**DATA FOR THE TASK:**
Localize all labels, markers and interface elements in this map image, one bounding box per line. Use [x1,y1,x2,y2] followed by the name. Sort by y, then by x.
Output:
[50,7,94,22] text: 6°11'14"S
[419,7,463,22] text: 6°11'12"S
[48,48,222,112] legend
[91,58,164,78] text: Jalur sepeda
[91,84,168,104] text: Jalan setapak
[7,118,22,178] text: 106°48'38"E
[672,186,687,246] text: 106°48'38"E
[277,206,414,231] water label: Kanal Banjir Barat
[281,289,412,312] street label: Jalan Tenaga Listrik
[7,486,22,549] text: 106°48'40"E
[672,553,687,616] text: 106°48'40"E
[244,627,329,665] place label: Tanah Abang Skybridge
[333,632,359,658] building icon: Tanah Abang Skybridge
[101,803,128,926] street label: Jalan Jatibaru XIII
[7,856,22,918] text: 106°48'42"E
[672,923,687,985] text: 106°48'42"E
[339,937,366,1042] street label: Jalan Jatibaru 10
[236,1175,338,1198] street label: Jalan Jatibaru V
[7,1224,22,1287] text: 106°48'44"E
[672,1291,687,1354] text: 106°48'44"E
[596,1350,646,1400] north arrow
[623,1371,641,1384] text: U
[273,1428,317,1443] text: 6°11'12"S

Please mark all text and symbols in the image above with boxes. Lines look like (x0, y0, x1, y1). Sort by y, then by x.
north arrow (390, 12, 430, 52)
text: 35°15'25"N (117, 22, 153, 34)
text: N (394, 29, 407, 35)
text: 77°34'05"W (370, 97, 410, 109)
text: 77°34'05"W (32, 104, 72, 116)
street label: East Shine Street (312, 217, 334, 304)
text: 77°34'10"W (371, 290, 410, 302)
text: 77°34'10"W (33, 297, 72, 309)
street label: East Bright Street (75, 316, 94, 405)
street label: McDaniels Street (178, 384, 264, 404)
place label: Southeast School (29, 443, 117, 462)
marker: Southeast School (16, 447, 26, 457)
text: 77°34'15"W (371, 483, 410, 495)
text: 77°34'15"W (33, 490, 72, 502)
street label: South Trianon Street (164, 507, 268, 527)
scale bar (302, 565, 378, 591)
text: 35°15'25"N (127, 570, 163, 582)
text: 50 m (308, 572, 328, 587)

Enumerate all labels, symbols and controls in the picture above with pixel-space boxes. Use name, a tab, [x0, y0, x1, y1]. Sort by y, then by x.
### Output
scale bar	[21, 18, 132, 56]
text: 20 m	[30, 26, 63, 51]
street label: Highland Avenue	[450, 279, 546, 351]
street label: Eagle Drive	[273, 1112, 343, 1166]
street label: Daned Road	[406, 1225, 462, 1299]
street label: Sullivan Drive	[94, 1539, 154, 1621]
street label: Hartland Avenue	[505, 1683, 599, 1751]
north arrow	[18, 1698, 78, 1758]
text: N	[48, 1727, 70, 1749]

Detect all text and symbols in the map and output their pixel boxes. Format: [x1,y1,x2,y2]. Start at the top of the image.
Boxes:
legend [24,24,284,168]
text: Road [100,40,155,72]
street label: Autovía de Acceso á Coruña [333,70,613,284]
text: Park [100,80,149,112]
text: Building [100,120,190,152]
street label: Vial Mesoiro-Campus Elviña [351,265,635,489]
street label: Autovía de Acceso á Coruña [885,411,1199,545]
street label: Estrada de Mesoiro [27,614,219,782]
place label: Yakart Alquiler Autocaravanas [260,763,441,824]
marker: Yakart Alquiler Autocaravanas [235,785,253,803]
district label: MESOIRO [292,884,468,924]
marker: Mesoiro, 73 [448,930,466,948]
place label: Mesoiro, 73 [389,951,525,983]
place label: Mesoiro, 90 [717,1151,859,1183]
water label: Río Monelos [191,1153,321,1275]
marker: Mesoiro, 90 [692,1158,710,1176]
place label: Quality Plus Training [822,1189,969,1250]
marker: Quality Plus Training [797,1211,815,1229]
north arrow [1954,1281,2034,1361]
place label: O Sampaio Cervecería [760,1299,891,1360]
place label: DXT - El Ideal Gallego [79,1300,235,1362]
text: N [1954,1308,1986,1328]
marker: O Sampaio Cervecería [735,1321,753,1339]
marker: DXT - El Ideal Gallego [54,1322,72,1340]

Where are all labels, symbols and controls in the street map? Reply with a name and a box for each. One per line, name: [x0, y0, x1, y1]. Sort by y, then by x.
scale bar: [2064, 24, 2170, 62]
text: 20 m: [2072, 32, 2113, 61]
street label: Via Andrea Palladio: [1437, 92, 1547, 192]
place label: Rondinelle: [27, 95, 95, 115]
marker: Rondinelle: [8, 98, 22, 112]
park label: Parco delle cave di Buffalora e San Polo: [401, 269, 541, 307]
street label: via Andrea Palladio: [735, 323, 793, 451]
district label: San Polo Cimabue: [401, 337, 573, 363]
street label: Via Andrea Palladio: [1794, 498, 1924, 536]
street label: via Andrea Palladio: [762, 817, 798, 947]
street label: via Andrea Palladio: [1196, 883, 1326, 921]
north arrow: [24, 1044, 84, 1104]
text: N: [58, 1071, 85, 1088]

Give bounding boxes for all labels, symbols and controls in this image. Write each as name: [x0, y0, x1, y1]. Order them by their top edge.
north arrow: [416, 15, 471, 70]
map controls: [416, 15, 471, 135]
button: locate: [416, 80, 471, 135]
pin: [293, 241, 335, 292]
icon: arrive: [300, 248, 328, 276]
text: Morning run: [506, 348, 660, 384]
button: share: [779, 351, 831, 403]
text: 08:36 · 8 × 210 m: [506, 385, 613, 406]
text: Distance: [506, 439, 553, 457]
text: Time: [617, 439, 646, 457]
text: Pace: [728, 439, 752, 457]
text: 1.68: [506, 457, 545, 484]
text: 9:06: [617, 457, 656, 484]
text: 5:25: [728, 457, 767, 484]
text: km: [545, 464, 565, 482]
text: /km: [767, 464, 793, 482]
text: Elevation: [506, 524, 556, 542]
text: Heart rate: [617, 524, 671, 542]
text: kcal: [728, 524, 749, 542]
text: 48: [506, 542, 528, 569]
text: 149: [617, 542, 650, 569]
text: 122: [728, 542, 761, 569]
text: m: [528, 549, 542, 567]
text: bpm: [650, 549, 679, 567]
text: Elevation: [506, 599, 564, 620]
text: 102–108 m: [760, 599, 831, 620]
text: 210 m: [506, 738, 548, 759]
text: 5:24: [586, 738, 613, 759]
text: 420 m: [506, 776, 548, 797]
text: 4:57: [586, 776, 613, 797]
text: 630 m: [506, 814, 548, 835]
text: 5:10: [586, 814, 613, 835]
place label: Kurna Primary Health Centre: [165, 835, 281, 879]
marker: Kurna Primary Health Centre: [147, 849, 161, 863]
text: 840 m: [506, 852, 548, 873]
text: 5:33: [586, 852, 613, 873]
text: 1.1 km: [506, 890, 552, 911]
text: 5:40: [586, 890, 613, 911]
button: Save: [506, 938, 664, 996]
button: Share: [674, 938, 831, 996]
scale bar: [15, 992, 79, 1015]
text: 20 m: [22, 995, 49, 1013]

**WORK REQUIRED:**
The whole listing above is to be copied exactly.

**ANSWER SECTION:**
Localize all labels, markers and interface elements in this map image, one bounding box per line. Use [x1,y1,x2,y2] followed by the name. Sort by y, then by x.
Output:
[50,7,94,22] text: 6°11'14"S
[419,7,463,22] text: 6°11'12"S
[48,48,222,112] legend
[91,58,164,78] text: Jalur sepeda
[91,84,168,104] text: Jalan setapak
[7,118,22,178] text: 106°48'38"E
[672,186,687,246] text: 106°48'38"E
[277,206,414,231] water label: Kanal Banjir Barat
[281,289,412,312] street label: Jalan Tenaga Listrik
[7,486,22,549] text: 106°48'40"E
[672,553,687,616] text: 106°48'40"E
[244,627,329,665] place label: Tanah Abang Skybridge
[333,632,359,658] building icon: Tanah Abang Skybridge
[101,803,128,926] street label: Jalan Jatibaru XIII
[7,856,22,918] text: 106°48'42"E
[672,923,687,985] text: 106°48'42"E
[339,937,366,1042] street label: Jalan Jatibaru 10
[236,1175,338,1198] street label: Jalan Jatibaru V
[7,1224,22,1287] text: 106°48'44"E
[672,1291,687,1354] text: 106°48'44"E
[596,1350,646,1400] north arrow
[623,1371,641,1384] text: U
[273,1428,317,1443] text: 6°11'12"S

Please mark all text and symbols in the image above with boxes. Lines look like (x0, y0, x1, y1). Sort by y, then by x.
north arrow (390, 12, 430, 52)
text: 35°15'25"N (117, 22, 153, 34)
text: N (394, 29, 407, 35)
text: 77°34'05"W (370, 97, 410, 109)
text: 77°34'05"W (32, 104, 72, 116)
street label: East Shine Street (312, 217, 334, 304)
text: 77°34'10"W (371, 290, 410, 302)
text: 77°34'10"W (33, 297, 72, 309)
street label: East Bright Street (75, 316, 94, 405)
street label: McDaniels Street (178, 384, 264, 404)
place label: Southeast School (29, 443, 117, 462)
marker: Southeast School (16, 447, 26, 457)
text: 77°34'15"W (371, 483, 410, 495)
text: 77°34'15"W (33, 490, 72, 502)
street label: South Trianon Street (164, 507, 268, 527)
scale bar (302, 565, 378, 591)
text: 35°15'25"N (127, 570, 163, 582)
text: 50 m (308, 572, 328, 587)

Enumerate all labels, symbols and controls in the picture above with pixel-space boxes. Use name, a tab, [x0, y0, x1, y1]. Sort by y, then by x.
### Output
scale bar	[21, 18, 132, 56]
text: 20 m	[30, 26, 63, 51]
street label: Highland Avenue	[450, 279, 546, 351]
street label: Eagle Drive	[273, 1112, 343, 1166]
street label: Daned Road	[406, 1225, 462, 1299]
street label: Sullivan Drive	[94, 1539, 154, 1621]
street label: Hartland Avenue	[505, 1683, 599, 1751]
north arrow	[18, 1698, 78, 1758]
text: N	[48, 1727, 70, 1749]

Detect all text and symbols in the map and output their pixel boxes. Format: [x1,y1,x2,y2]. Start at the top of the image.
Boxes:
legend [24,24,284,168]
text: Road [100,40,155,72]
street label: Autovía de Acceso á Coruña [333,70,613,284]
text: Park [100,80,149,112]
text: Building [100,120,190,152]
street label: Vial Mesoiro-Campus Elviña [351,265,635,489]
street label: Autovía de Acceso á Coruña [885,411,1199,545]
street label: Estrada de Mesoiro [27,614,219,782]
place label: Yakart Alquiler Autocaravanas [260,763,441,824]
marker: Yakart Alquiler Autocaravanas [235,785,253,803]
district label: MESOIRO [292,884,468,924]
marker: Mesoiro, 73 [448,930,466,948]
place label: Mesoiro, 73 [389,951,525,983]
place label: Mesoiro, 90 [717,1151,859,1183]
water label: Río Monelos [191,1153,321,1275]
marker: Mesoiro, 90 [692,1158,710,1176]
place label: Quality Plus Training [822,1189,969,1250]
marker: Quality Plus Training [797,1211,815,1229]
north arrow [1954,1281,2034,1361]
place label: O Sampaio Cervecería [760,1299,891,1360]
place label: DXT - El Ideal Gallego [79,1300,235,1362]
text: N [1954,1308,1986,1328]
marker: O Sampaio Cervecería [735,1321,753,1339]
marker: DXT - El Ideal Gallego [54,1322,72,1340]

Where are all labels, symbols and controls in the street map? Reply with a name and a box for each. One per line, name: [x0, y0, x1, y1]. Sort by y, then by x.
scale bar: [2064, 24, 2170, 62]
text: 20 m: [2072, 32, 2113, 61]
street label: Via Andrea Palladio: [1437, 92, 1547, 192]
place label: Rondinelle: [27, 95, 95, 115]
marker: Rondinelle: [8, 98, 22, 112]
park label: Parco delle cave di Buffalora e San Polo: [401, 269, 541, 307]
street label: via Andrea Palladio: [735, 323, 793, 451]
district label: San Polo Cimabue: [401, 337, 573, 363]
street label: Via Andrea Palladio: [1794, 498, 1924, 536]
street label: via Andrea Palladio: [762, 817, 798, 947]
street label: via Andrea Palladio: [1196, 883, 1326, 921]
north arrow: [24, 1044, 84, 1104]
text: N: [58, 1071, 85, 1088]

Give bounding boxes for all labels, symbols and controls in this image. Write each as name: [x0, y0, x1, y1]. Order them by their top edge.
north arrow: [416, 15, 471, 70]
map controls: [416, 15, 471, 135]
button: locate: [416, 80, 471, 135]
pin: [293, 241, 335, 292]
icon: arrive: [300, 248, 328, 276]
text: Morning run: [506, 348, 660, 384]
button: share: [779, 351, 831, 403]
text: 08:36 · 8 × 210 m: [506, 385, 613, 406]
text: Distance: [506, 439, 553, 457]
text: Time: [617, 439, 646, 457]
text: Pace: [728, 439, 752, 457]
text: 1.68: [506, 457, 545, 484]
text: 9:06: [617, 457, 656, 484]
text: 5:25: [728, 457, 767, 484]
text: km: [545, 464, 565, 482]
text: /km: [767, 464, 793, 482]
text: Elevation: [506, 524, 556, 542]
text: Heart rate: [617, 524, 671, 542]
text: kcal: [728, 524, 749, 542]
text: 48: [506, 542, 528, 569]
text: 149: [617, 542, 650, 569]
text: 122: [728, 542, 761, 569]
text: m: [528, 549, 542, 567]
text: bpm: [650, 549, 679, 567]
text: Elevation: [506, 599, 564, 620]
text: 102–108 m: [760, 599, 831, 620]
text: 210 m: [506, 738, 548, 759]
text: 5:24: [586, 738, 613, 759]
text: 420 m: [506, 776, 548, 797]
text: 4:57: [586, 776, 613, 797]
text: 630 m: [506, 814, 548, 835]
text: 5:10: [586, 814, 613, 835]
place label: Kurna Primary Health Centre: [165, 835, 281, 879]
marker: Kurna Primary Health Centre: [147, 849, 161, 863]
text: 840 m: [506, 852, 548, 873]
text: 5:33: [586, 852, 613, 873]
text: 1.1 km: [506, 890, 552, 911]
text: 5:40: [586, 890, 613, 911]
button: Save: [506, 938, 664, 996]
button: Share: [674, 938, 831, 996]
scale bar: [15, 992, 79, 1015]
text: 20 m: [22, 995, 49, 1013]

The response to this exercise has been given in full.